* **DATA UNDER STUDY**

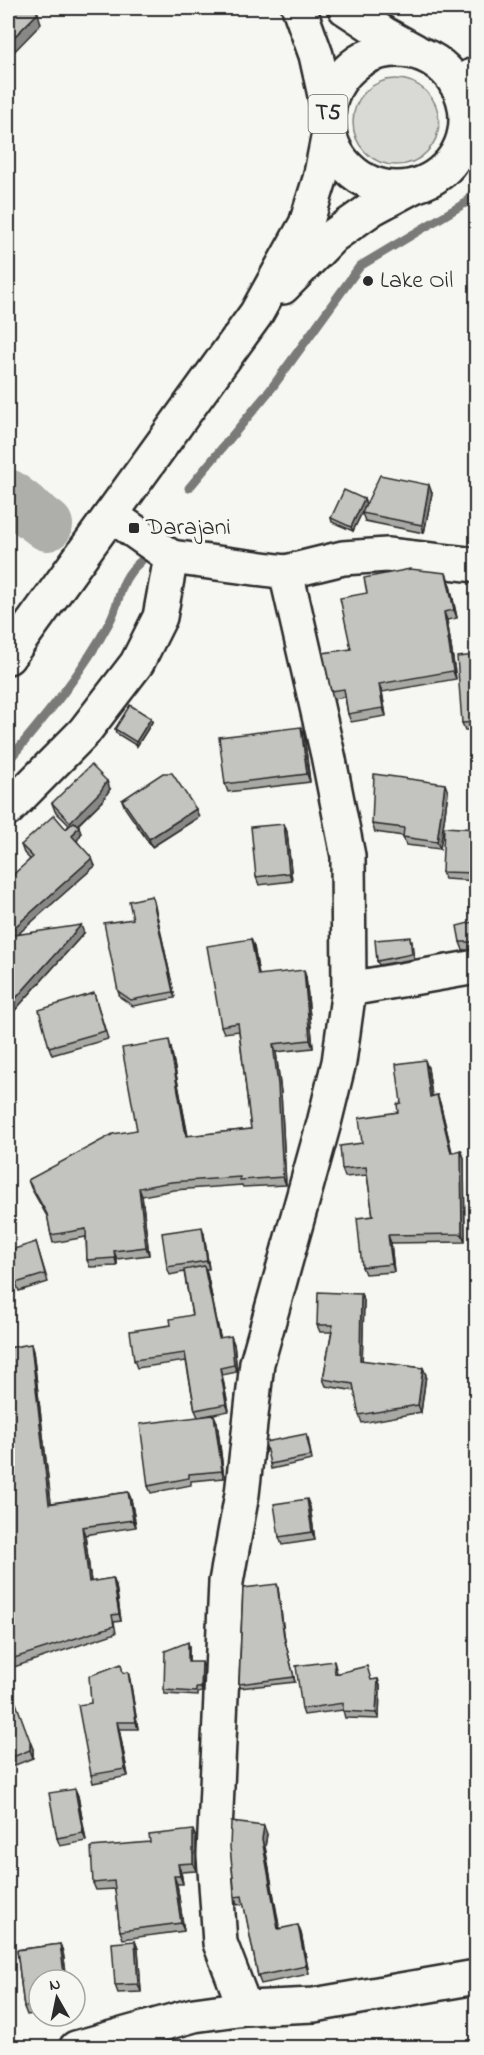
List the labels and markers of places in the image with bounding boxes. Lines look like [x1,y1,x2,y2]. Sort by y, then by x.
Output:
place label: Lake Oil [380,264,453,299]
marker: Lake Oil [361,274,375,288]
place label: Darajani [145,511,231,546]
marker: Darajani [127,521,141,535]

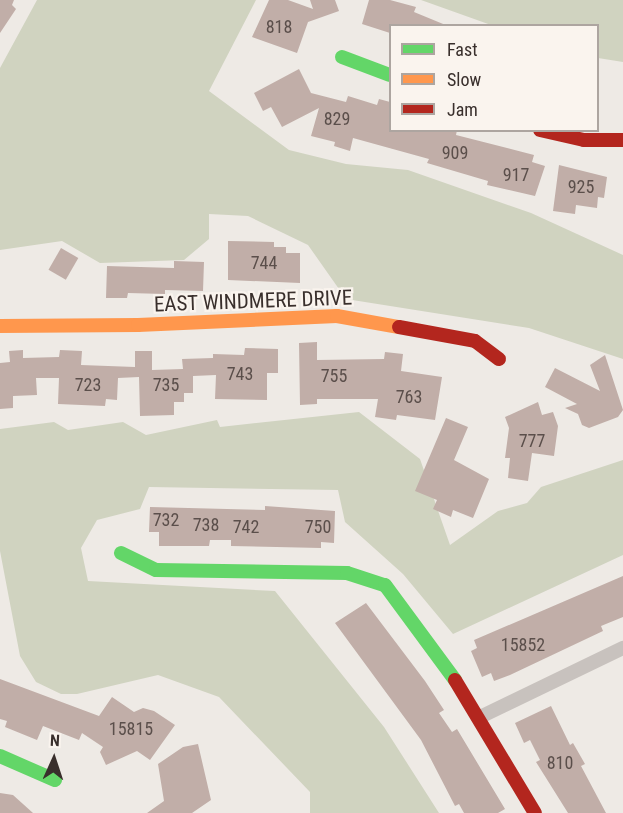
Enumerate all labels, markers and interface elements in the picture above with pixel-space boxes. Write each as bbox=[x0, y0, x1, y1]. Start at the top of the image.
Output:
house number: 818 bbox=[266, 16, 292, 38]
legend bbox=[389, 24, 599, 132]
text: Fast bbox=[447, 39, 478, 60]
text: Slow bbox=[447, 69, 481, 90]
text: Jam bbox=[447, 99, 478, 120]
house number: 829 bbox=[324, 108, 350, 130]
house number: 909 bbox=[442, 142, 468, 164]
house number: 917 bbox=[503, 164, 529, 186]
house number: 925 bbox=[568, 176, 594, 198]
house number: 744 bbox=[251, 252, 277, 274]
street label: EAST WINDMERE DRIVE bbox=[153, 285, 353, 317]
house number: 743 bbox=[227, 363, 253, 385]
house number: 755 bbox=[321, 365, 347, 387]
house number: 723 bbox=[75, 374, 101, 396]
house number: 735 bbox=[153, 374, 179, 396]
house number: 763 bbox=[396, 386, 422, 408]
house number: 777 bbox=[519, 430, 545, 452]
house number: 732 bbox=[153, 509, 179, 531]
house number: 738 bbox=[193, 514, 219, 536]
house number: 742 bbox=[233, 516, 259, 538]
house number: 750 bbox=[305, 516, 331, 538]
house number: 15852 bbox=[501, 634, 545, 656]
house number: 15815 bbox=[109, 718, 153, 740]
north arrow bbox=[24, 729, 84, 789]
text: N bbox=[50, 731, 60, 750]
house number: 810 bbox=[547, 752, 573, 774]

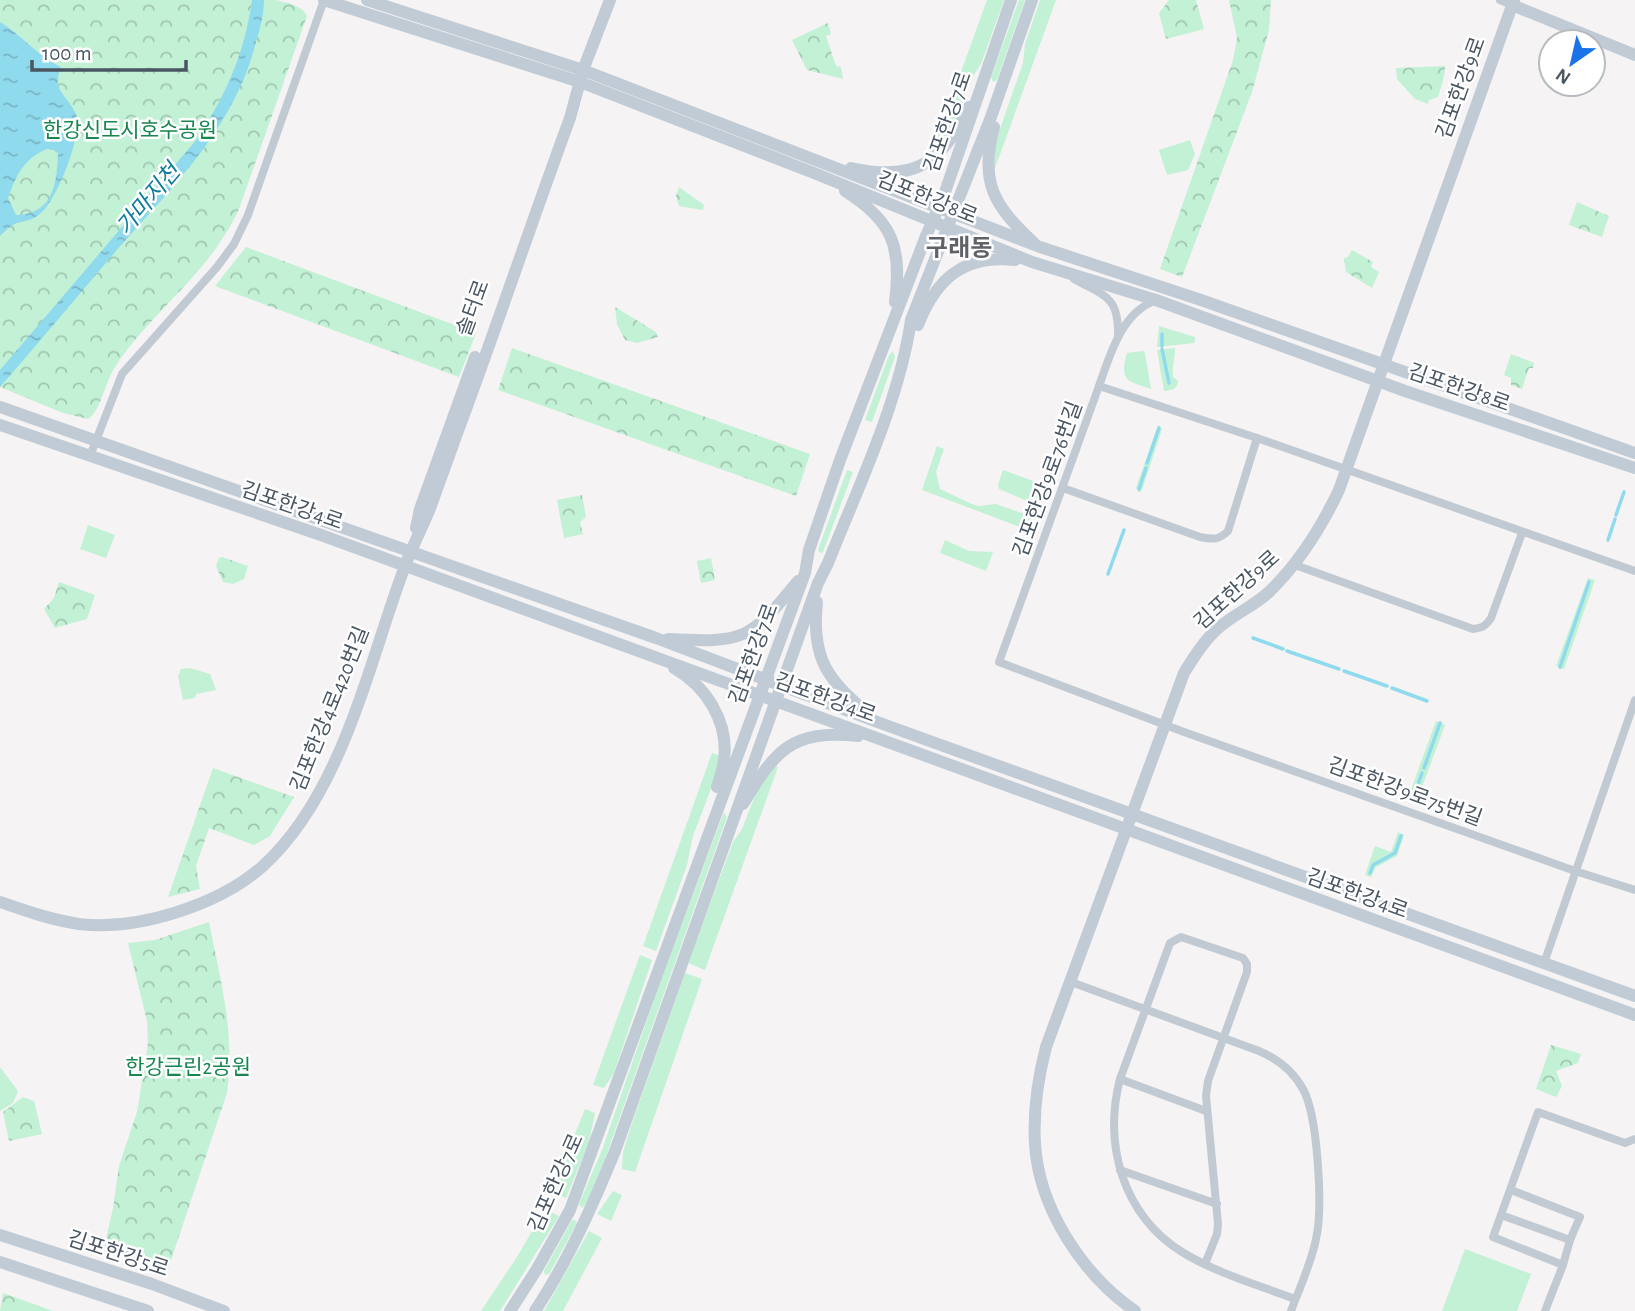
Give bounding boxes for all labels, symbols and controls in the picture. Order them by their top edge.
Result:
scale bar [32,28,186,72]
north arrow [1537,28,1607,98]
street label: 김포한강9로 [1432,34,1489,142]
text: 100 m [42,43,92,64]
text: N [1553,64,1574,87]
street label: 김포한강7로 [920,68,975,175]
park label: 한강신도시호수공원 [43,119,217,141]
water label: 가마지천 [111,157,187,240]
street label: 김포한강8로 [874,167,981,228]
district label: 구래동 [926,235,992,261]
street label: 솔터로 [452,277,493,339]
street label: 김포한강8로 [1405,360,1513,415]
street label: 김포한강9로76번길 [1009,398,1086,560]
street label: 김포한강4로 [238,478,346,533]
street label: 김포한강9로 [1190,546,1284,633]
street label: 김포한강7로 [725,601,782,707]
street label: 김포한강4로420번길 [286,623,373,795]
street label: 김포한강4로 [771,669,879,726]
street label: 김포한강9로75번길 [1325,753,1485,830]
street label: 김포한강4로 [1303,865,1411,922]
park label: 한강근린2공원 [125,1056,251,1078]
street label: 김포한강7로 [524,1130,587,1235]
street label: 김포한강5로 [65,1227,172,1280]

* **PROBLEM TO WORK ON**
An exact reproduction of the material is needed, without its images.

* **ANSWER TO THIS EXERCISE**
List the labels and markers of places in the image with bounding boxes. Lines look like [x1,y1,x2,y2]. Sort by y, then by x.
Output:
place label: Lake Oil [380,264,453,299]
marker: Lake Oil [361,274,375,288]
place label: Darajani [145,511,231,546]
marker: Darajani [127,521,141,535]

Enumerate all labels, markers and interface elements in the picture above with pixel-space boxes. Write each as bbox=[x0, y0, x1, y1]. Start at the top of the image.
Output:
house number: 818 bbox=[266, 16, 292, 38]
legend bbox=[389, 24, 599, 132]
text: Fast bbox=[447, 39, 478, 60]
text: Slow bbox=[447, 69, 481, 90]
text: Jam bbox=[447, 99, 478, 120]
house number: 829 bbox=[324, 108, 350, 130]
house number: 909 bbox=[442, 142, 468, 164]
house number: 917 bbox=[503, 164, 529, 186]
house number: 925 bbox=[568, 176, 594, 198]
house number: 744 bbox=[251, 252, 277, 274]
street label: EAST WINDMERE DRIVE bbox=[153, 285, 353, 317]
house number: 743 bbox=[227, 363, 253, 385]
house number: 755 bbox=[321, 365, 347, 387]
house number: 723 bbox=[75, 374, 101, 396]
house number: 735 bbox=[153, 374, 179, 396]
house number: 763 bbox=[396, 386, 422, 408]
house number: 777 bbox=[519, 430, 545, 452]
house number: 732 bbox=[153, 509, 179, 531]
house number: 738 bbox=[193, 514, 219, 536]
house number: 742 bbox=[233, 516, 259, 538]
house number: 750 bbox=[305, 516, 331, 538]
house number: 15852 bbox=[501, 634, 545, 656]
house number: 15815 bbox=[109, 718, 153, 740]
north arrow bbox=[24, 729, 84, 789]
text: N bbox=[50, 731, 60, 750]
house number: 810 bbox=[547, 752, 573, 774]

Give bounding boxes for all labels, symbols and controls in the picture. Order them by their top edge.
Result:
scale bar [32,28,186,72]
north arrow [1537,28,1607,98]
street label: 김포한강9로 [1432,34,1489,142]
text: 100 m [42,43,92,64]
text: N [1553,64,1574,87]
street label: 김포한강7로 [920,68,975,175]
park label: 한강신도시호수공원 [43,119,217,141]
water label: 가마지천 [111,157,187,240]
street label: 김포한강8로 [874,167,981,228]
district label: 구래동 [926,235,992,261]
street label: 솔터로 [452,277,493,339]
street label: 김포한강8로 [1405,360,1513,415]
street label: 김포한강9로76번길 [1009,398,1086,560]
street label: 김포한강4로 [238,478,346,533]
street label: 김포한강9로 [1190,546,1284,633]
street label: 김포한강7로 [725,601,782,707]
street label: 김포한강4로420번길 [286,623,373,795]
street label: 김포한강4로 [771,669,879,726]
street label: 김포한강9로75번길 [1325,753,1485,830]
street label: 김포한강4로 [1303,865,1411,922]
park label: 한강근린2공원 [125,1056,251,1078]
street label: 김포한강7로 [524,1130,587,1235]
street label: 김포한강5로 [65,1227,172,1280]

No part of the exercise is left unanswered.